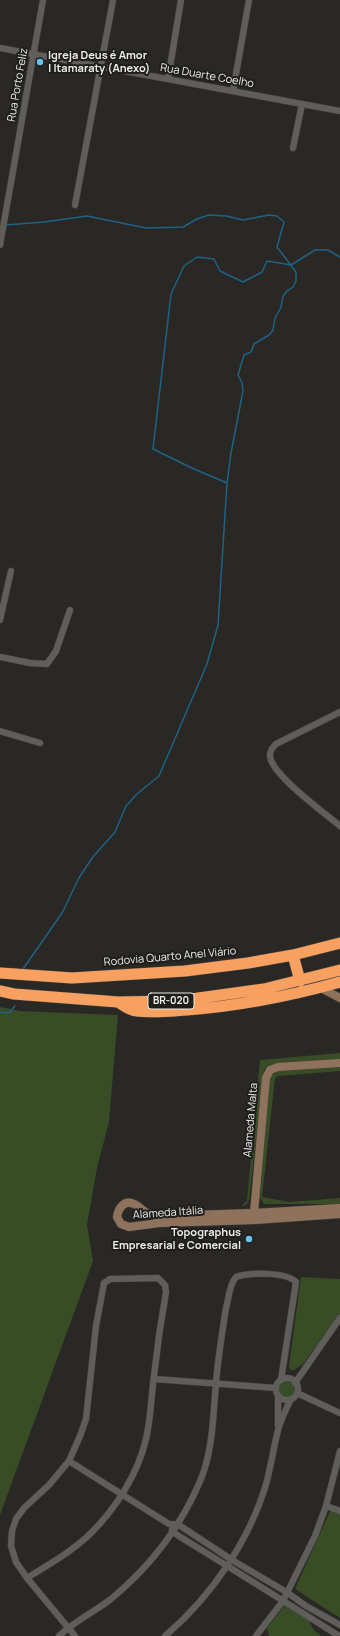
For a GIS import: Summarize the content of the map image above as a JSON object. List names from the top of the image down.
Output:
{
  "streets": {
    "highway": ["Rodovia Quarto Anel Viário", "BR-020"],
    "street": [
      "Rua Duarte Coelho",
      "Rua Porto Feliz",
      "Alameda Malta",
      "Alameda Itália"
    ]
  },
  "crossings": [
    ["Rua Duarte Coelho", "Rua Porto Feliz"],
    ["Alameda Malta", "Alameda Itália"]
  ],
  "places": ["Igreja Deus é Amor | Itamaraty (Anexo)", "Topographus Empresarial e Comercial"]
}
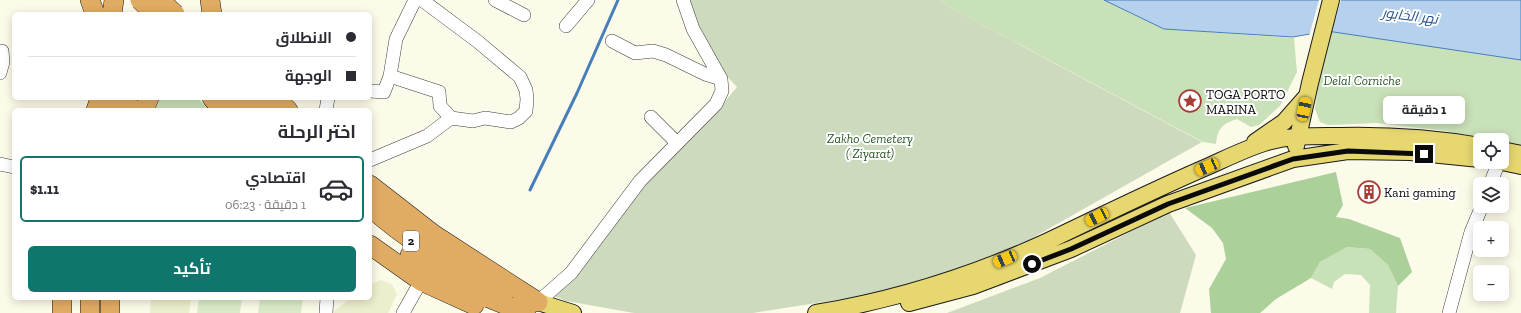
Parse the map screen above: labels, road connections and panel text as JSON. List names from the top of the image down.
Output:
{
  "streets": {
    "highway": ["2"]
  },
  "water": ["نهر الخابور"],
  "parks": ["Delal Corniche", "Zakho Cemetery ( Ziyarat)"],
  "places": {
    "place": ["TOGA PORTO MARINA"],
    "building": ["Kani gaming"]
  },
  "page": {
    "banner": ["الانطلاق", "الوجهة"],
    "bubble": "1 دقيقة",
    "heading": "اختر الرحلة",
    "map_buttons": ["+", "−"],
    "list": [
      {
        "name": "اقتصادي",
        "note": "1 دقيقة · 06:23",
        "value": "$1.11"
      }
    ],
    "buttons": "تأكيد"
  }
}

-=-=-

From the first line to the last, repeat the material exactly, but drop the pictures.

For a GIS import: Summarize the content of the map image above as a JSON object. List names from the top of the image down.
Output:
{
  "streets": {
    "highway": ["Rodovia Quarto Anel Viário", "BR-020"],
    "street": [
      "Rua Duarte Coelho",
      "Rua Porto Feliz",
      "Alameda Malta",
      "Alameda Itália"
    ]
  },
  "crossings": [
    ["Rua Duarte Coelho", "Rua Porto Feliz"],
    ["Alameda Malta", "Alameda Itália"]
  ],
  "places": ["Igreja Deus é Amor | Itamaraty (Anexo)", "Topographus Empresarial e Comercial"]
}
Parse the map screen above: labels, road connections and panel text as JSON. List names from the top of the image down.
Output:
{
  "streets": {
    "highway": ["2"]
  },
  "water": ["نهر الخابور"],
  "parks": ["Delal Corniche", "Zakho Cemetery ( Ziyarat)"],
  "places": {
    "place": ["TOGA PORTO MARINA"],
    "building": ["Kani gaming"]
  },
  "page": {
    "banner": ["الانطلاق", "الوجهة"],
    "bubble": "1 دقيقة",
    "heading": "اختر الرحلة",
    "map_buttons": ["+", "−"],
    "list": [
      {
        "name": "اقتصادي",
        "note": "1 دقيقة · 06:23",
        "value": "$1.11"
      }
    ],
    "buttons": "تأكيد"
  }
}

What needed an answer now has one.